D Sun-15:50:13 - gain=10000000.0 rate: 82360.0 max: 950000 converged=[True, True]
W Sun-15:51:13 - Could not take sample image:path=/share1/USAXS_data/2022-02/02_20_JanTest/02_20_JanTest_saxs, file=AgBehenateLaB6, order#=1, exc=Status(obj=EpicsSignalWithRBV(read_pv='9idFLY2:JPEG1:FileName_RBV', name='blackfly_optical_jpeg1_file_name', parent='blackfly_optical_jpeg1', value='A', timestamp=1645393813.9335833, auto_monitor=True, string=True, write_pv='9idFLY2:JPEG1:FileName', limits=False, put_complete=False), done=True, success=False)
D Sun-15:51:13 - areaDetectorAcquire(): OrderedDict([('enable', 1), ('auto_increment', 'Yes'), ('array_counter', 0), ('auto_save', 'Yes'), ('num_capture', 0), ('file_template', '%s%s_%4.4d.hdf'), ('file_write_mode', 'Single'), ('blocking_callbacks', 'No'), ('parent.cam.array_callbacks', 1)])
Transient Scan ID: 13 Time: 2022-02-20 15:51:14
Persistent Unique Scan ID: '647b993e-bf1b-4324-9bce-6954271be425'
What is it with the AD iocs and BS today?
First item happens during detector staging. I'm starting to form a stronger opinion about staging, that perhaps we use it too much for the way it is implemented. Thinking we could refactor many items out of stage_sigs
and into yield from bps.mv()
so we control exactly when and how often a PV is written. When the RE
stages an ophyd object, it calls the objects ophyd.stage()
method directly, without concern this might take some time to complete. Same for .unstage()
. The code is not obvious about how it handles timeouts, either.
Too tricky by half and we keep getting skewered. Let's address the detector staging issues first since they are most prominent.
Second item (with the blackfly camera) is not obvious what happened. Could not take sample image
lacks some detail. Looking, next, at the log file for that time.
Log file entries for that second:
|2022-02-20 15:50:13.554|DEBUG|43187|bluesky-session|amplifiers|539|bluesky-run-engine| - gain=10000000.0 rate: 82360.0 max: 950000 converged=[True, True]
|2022-02-20 15:50:13.567|DEBUG|43187|bluesky-session|amplifiers|545|bluesky-run-engine| - converged: [True, True]

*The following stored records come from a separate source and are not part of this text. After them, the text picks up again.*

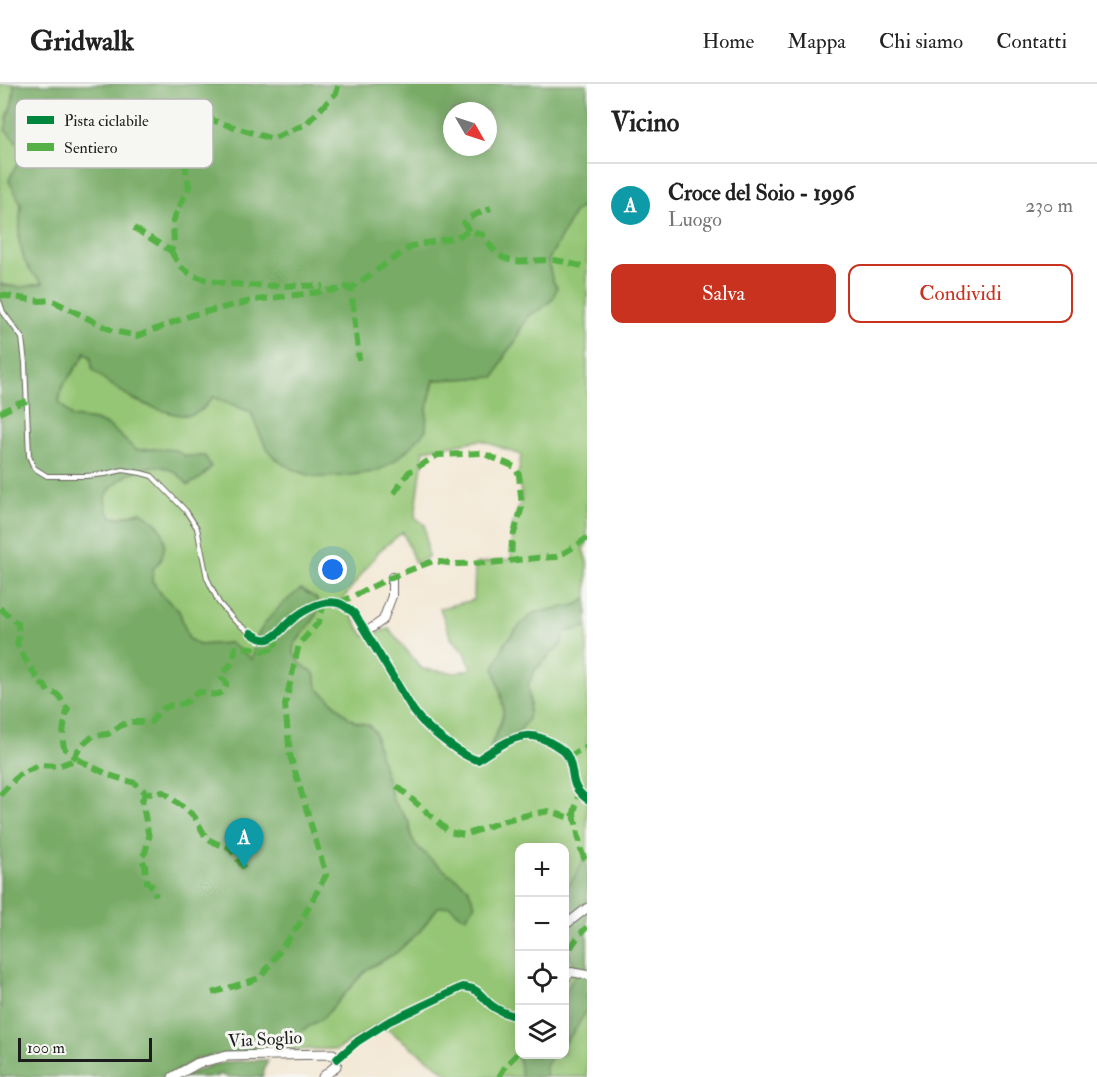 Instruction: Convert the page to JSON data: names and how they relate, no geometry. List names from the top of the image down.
{
  "streets": {
    "street": ["Via Soglio"]
  },
  "legend": ["Pista ciclabile", "Sentiero"],
  "scale_bar": "100 m",
  "north": "bottom right",
  "page": {
    "header": "Gridwalk",
    "nav": [
      "Home",
      "Mappa",
      "Chi siamo",
      "Contatti"
    ],
    "heading": "Vicino",
    "list": [
      {
        "mark": "A",
        "name": "Croce del Soio - 1996",
        "note": "Luogo",
        "value": "230 m"
      }
    ],
    "buttons": ["Salva", "Condividi"],
    "pins": "A",
    "map_buttons": ["+", "−"],
    "scale": "100 m"
  }
} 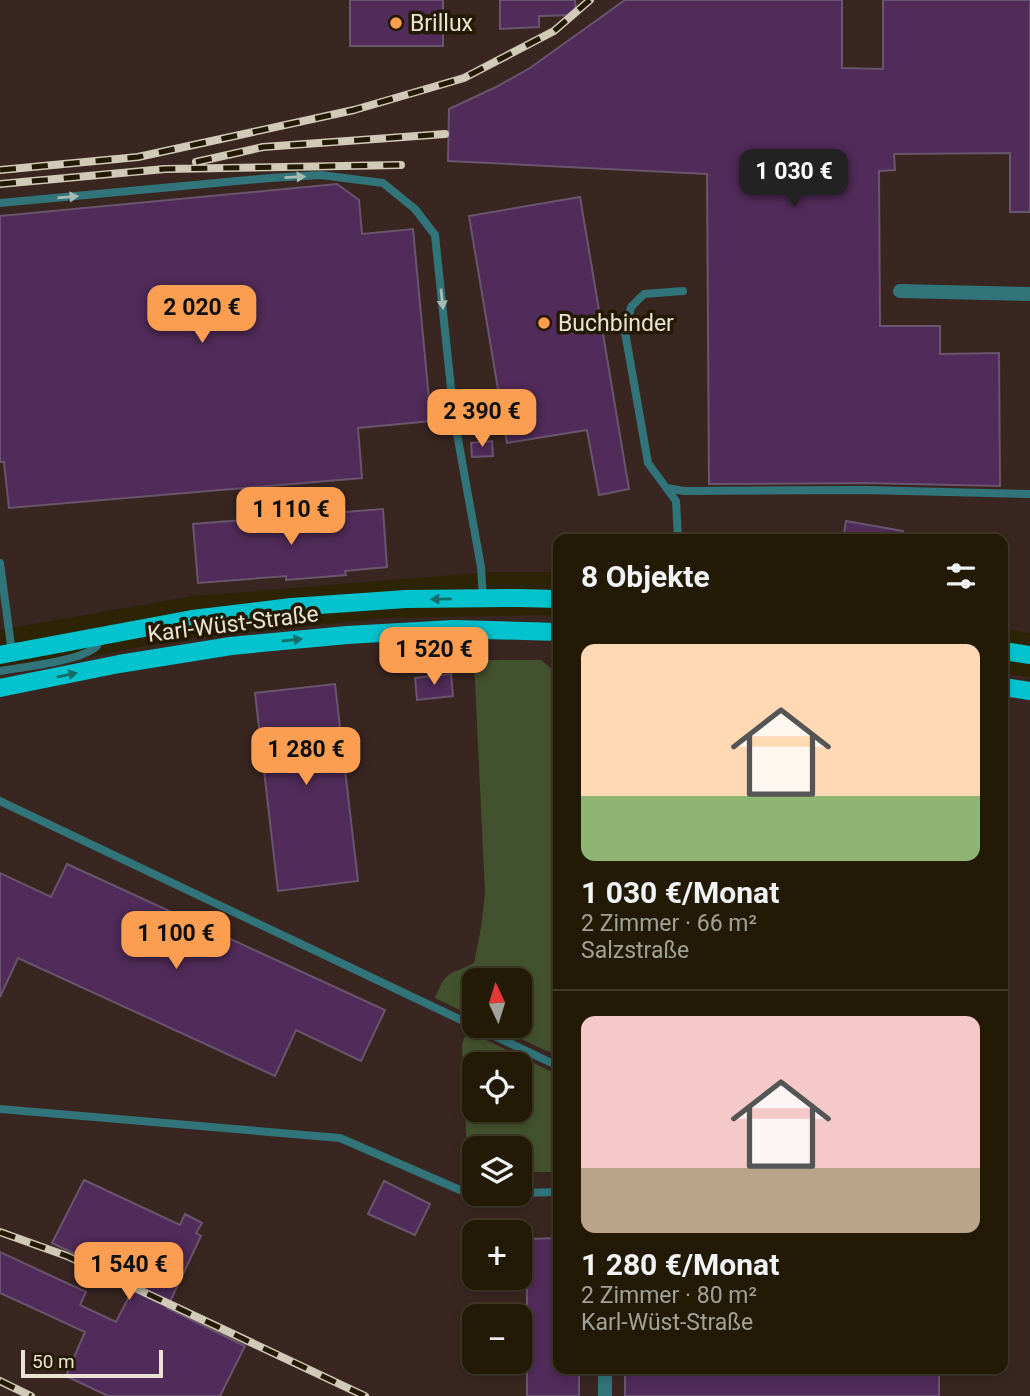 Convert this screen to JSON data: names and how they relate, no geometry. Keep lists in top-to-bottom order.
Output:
{
  "streets": {
    "main road": ["Karl-Wüst-Straße"]
  },
  "places": ["Brillux", "Buchbinder"],
  "scale_bar": "50 m",
  "north": "top",
  "page": {
    "price": [
      "1 030 €",
      "2 020 €",
      "2 390 €",
      "1 110 €",
      "1 520 €",
      "1 280 €",
      "1 100 €",
      "1 540 €"
    ],
    "heading": "8 Objekte",
    "list": [
      {
        "name": "1 030 €/Monat",
        "note": "2 Zimmer · 66 m² · Salzstraße"
      },
      {
        "name": "1 280 €/Monat",
        "note": "2 Zimmer · 80 m² · Karl-Wüst-Straße"
      }
    ],
    "map_buttons": ["+", "−"],
    "scale": "50 m"
  }
} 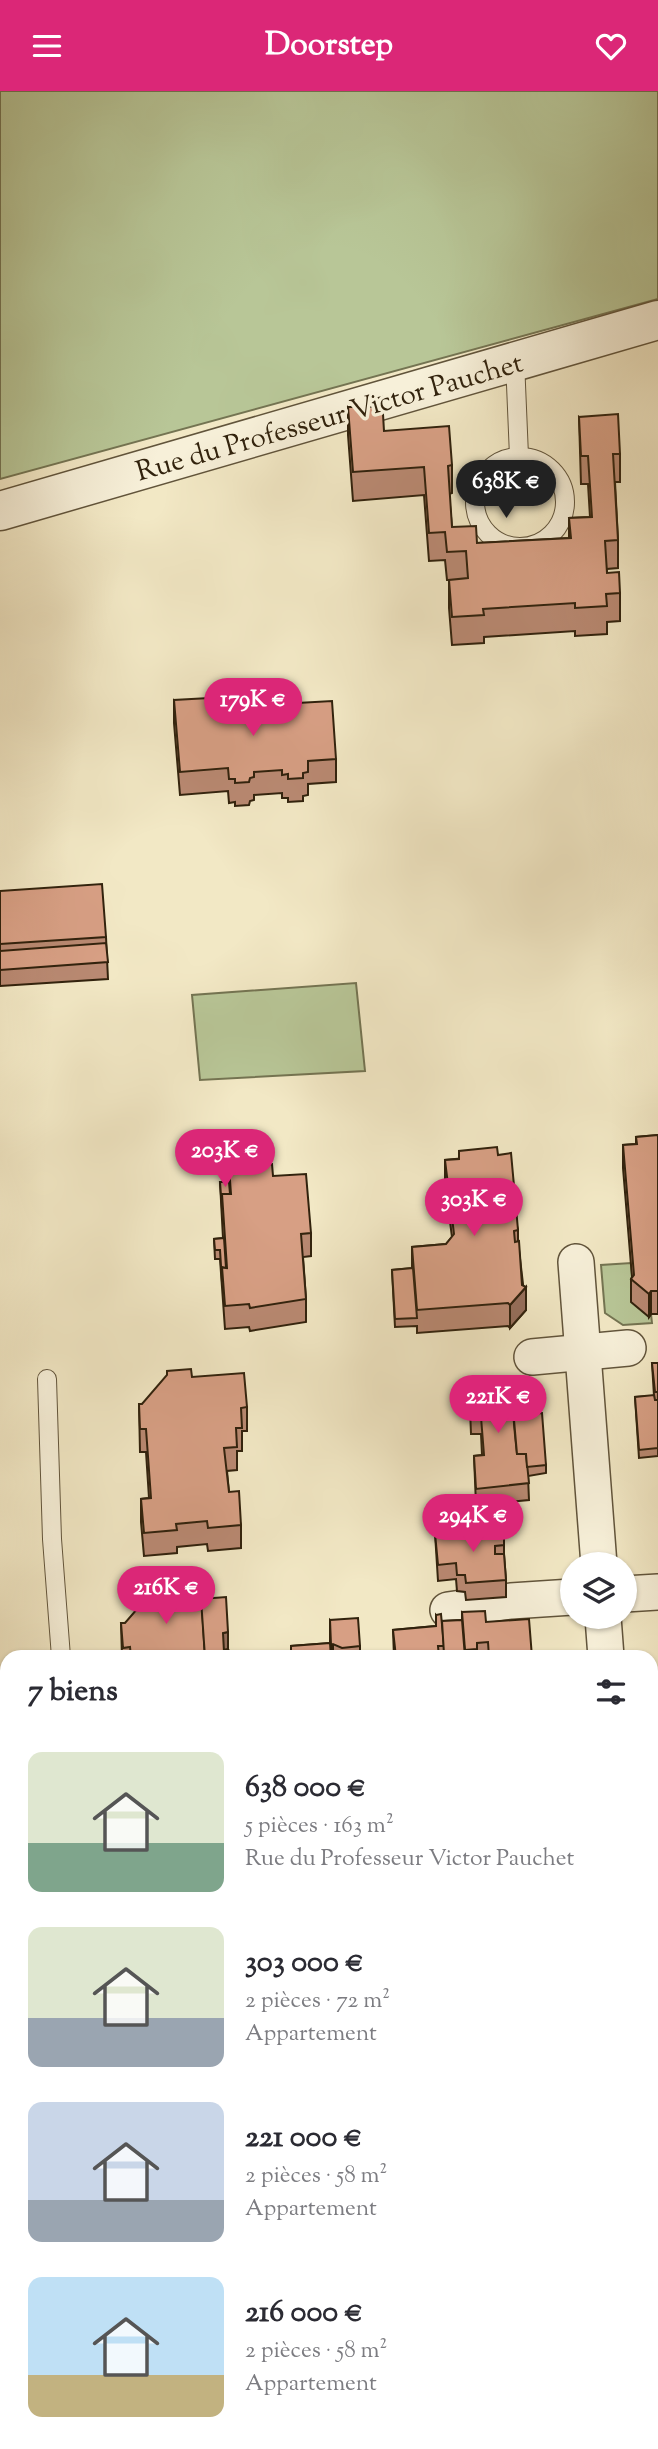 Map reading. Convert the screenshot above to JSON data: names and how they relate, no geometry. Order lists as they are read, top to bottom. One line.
{"streets":{"street":["Rue du Professeur Victor Pauchet"]},"page":{"header":"Doorstep","price":["638K €","179K €","203K €","303K €","221K €","294K €","216K €"],"heading":"7 biens","list":[{"name":"638 000 €","note":"5 pièces · 163 m² · Rue du Professeur Victor Pauchet"},{"name":"303 000 €","note":"2 pièces · 72 m² · Appartement"},{"name":"221 000 €","note":"2 pièces · 58 m² · Appartement"},{"name":"216 000 €","note":"2 pièces · 58 m² · Appartement"}]}}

|2022-02-20 15:51:13.967|WARNING|43187|bluesky-session|sample_imaging|62|bluesky-run-engine| - Could not take sample image:path=/share1/USAXS_data/2022-02/02_20_JanTest/02_20_JanTest_saxs, file=AgBehenateLaB6, order#=1, exc=Status(obj=EpicsSignalWithRBV(read_pv='9idFLY2:JPEG1:FileName_RBV', name='blackfly_optical_jpeg1_file_name', parent='blackfly_optical_jpeg1', value='A', timestamp=1645393813.9335833, auto_monitor=True, string=True, write_pv='9idFLY2:JPEG1:FileName', limits=False, put_complete=False), done=True, success=False)
|2022-02-20 15:51:13.980|DEBUG|43187|bluesky-session|area_detector|34|bluesky-run-engine| - areaDetectorAcquire(): OrderedDict([('enable', 1), ('auto_increment', 'Yes'), ('array_counter', 0), ('auto_save', 'Yes'), ('num_capture', 0), ('file_template', '%s%s_%4.4d.hdf'), ('file_write_mode', 'Single'), ('blocking_callbacks', 'No'), ('parent.cam.array_callbacks', 1)])
This block of code: https://github.com/APS-USAXS/ipython-usaxs/blob/887377a7eadb0d45875dcd1a55a9a57b6aa3cf5b/profile_bluesky/startup/instrument/plans/sample_imaging.py#L50-L52 and this particular step in the .image_prep()
method: https://github.com/APS-USAXS/ipython-usaxs/blob/887377a7eadb0d45875dcd1a55a9a57b6aa3cf5b/profile_bluesky/startup/instrument/devices/blackfly_module.py#L94
You say the code hung for some time, looks like 60 seconds which is the default write timeout that we set: https://github.com/APS-USAXS/ipython-usaxs/blob/887377a7eadb0d45875dcd1a55a9a57b6aa3cf5b/profile_bluesky/startup/instrument/framework/initialize.py#L124-L131
Since this is the sample imaging detector, we have already agreed that this is a value-added but optional item.
And Yes, it is a bad set of problems using BS.
With the decision to refactor from detector.stage_sigs to explicit calls to bps.mv(), I'll close this BUG report issue.
Another timeout issue, same PV on different ioc (this is SAXS, before was WAXS). Will restart BS again.
Instrument will be available later today for testing, if needed. I am trying to collect some test data to prove something, but then it will be available, if needed.